I feel humbled to succeed such a man here in Pimlico and felt deeply privileged to have attended Martin’s ordination in Erbil when I visited Iraq last September with some Members of Parliament. All of Martin’s family had fled as refugees to the USA. He refused to go with them, saying he wanted to be ordained a priest and stay with his people in Iraq.
On this Holy Thursday night we can ask ourselves what is so special about this Sacrament that these two men in different circumstances risked their lives to protect and save it?
And maybe examine our own attitudes to something that is so special.
Now it is true that if either of those men got killed that would have been a greater tragedy than if the sacred hosts had been blown to bits in the tabernacle or as they rescued them. After all Christ not only lives in the Sacred Host. He lives in people as well. And whereas God cannot be hurt when we damage the host, he can only be shown disrespect; God can and is hurt when we hurt each other. How? Remember Christ became human. He took a human heart so that he could feel our joy but also our pain. God with a human heart and body can be hurt.
But back to the Sacrament which was instituted this night. What is so special about it, is that it is the way in which Jesus communicates himself to us. It is how he enters into our lives in a very personal and intimate way and becomes part of us. He makes his home in us and allows us to make our home in him. This is togetherness, oneness at its deepest level. It is Communion.
This is why, when we approach the altar for communion we should be focussed on what we are doing or rather what Jesus is doing for us., and reach out for him one hand on top of the other. As one of the saints said, we make our two hands into a throne onto which the King may come. Then we eat what has been given and take him into our lives. We are no longer two, but one.
Don’t get hooked up on how Jesus does this. How he is present to us; Transubstantiation and all that. Just believe. This is a deep mystery – the mystery of love.
Just as those twelve apostles sat round the table with him the night before he died. We sit round this table with him here tonight and he gives himself to you and to me as really and truly as he gave himself to each one of them in this Bread and Wine.

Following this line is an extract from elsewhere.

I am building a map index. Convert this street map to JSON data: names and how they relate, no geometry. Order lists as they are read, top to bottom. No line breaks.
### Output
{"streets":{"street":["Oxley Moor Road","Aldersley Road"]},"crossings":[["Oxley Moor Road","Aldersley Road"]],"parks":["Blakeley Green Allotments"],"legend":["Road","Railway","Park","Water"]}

It is a cause for great joy. My beloved comes to me. The greatest friend I will ever have. The one who understands me even more than I understand myself. The one who is totally faithful to me. He wants to be in my life. And he does this for me not because he has to, or because I deserve it, but because he loves me. This is a cause of great rejoicing.
It is because Canon Hadfield and the now young Father Martin appreciated this truth so much they could not let this sacrament be damaged or desecrated. That is why they rescued it from their respective churches.

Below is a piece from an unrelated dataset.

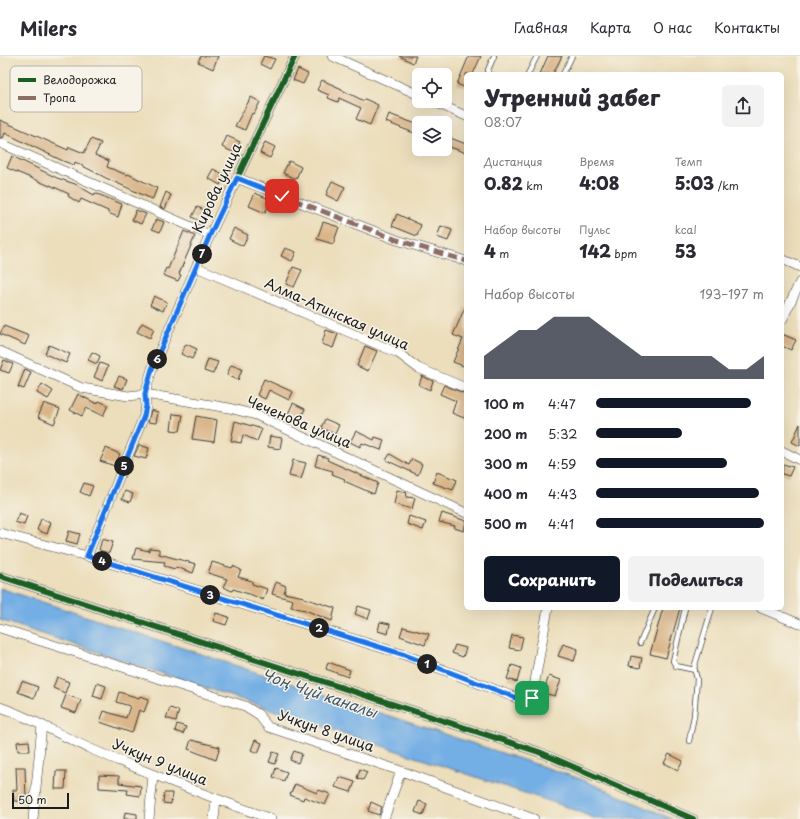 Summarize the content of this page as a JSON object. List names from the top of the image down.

Today we in Pimlico receive this gift of Jesus in Holy Communion week by week, some of us even day by day. There are no bombs around us thank God. We have the freedom to come and go as we wish. Not so for the Coptic Christians killed on Palm Sunday as they attended Mass. Let’s have the fervour and appreciation for what is on offer here.
This Holy Week Martin and some of his fellow Christians will have by now, made their way back to Eastern Mosul to reclaim their church. It may have no roof and the statues may have been smashed and the benches been broken, but the Easter they will celebrate there will be joyful, full of emotion, and full of fervour and faith.
At his ordination a member of Martin’s family gave me a little picture of him. I will put it on the altar for the rest of this Mass so that we in Pimlico can unite ourselves with our fellow Catholics in Iraq, Syria, Egypt and those other places where Christians have suffered so much but have remained faithful throughout their ordeal. May we be faithful too and may our love for our Lord be strengthened this night.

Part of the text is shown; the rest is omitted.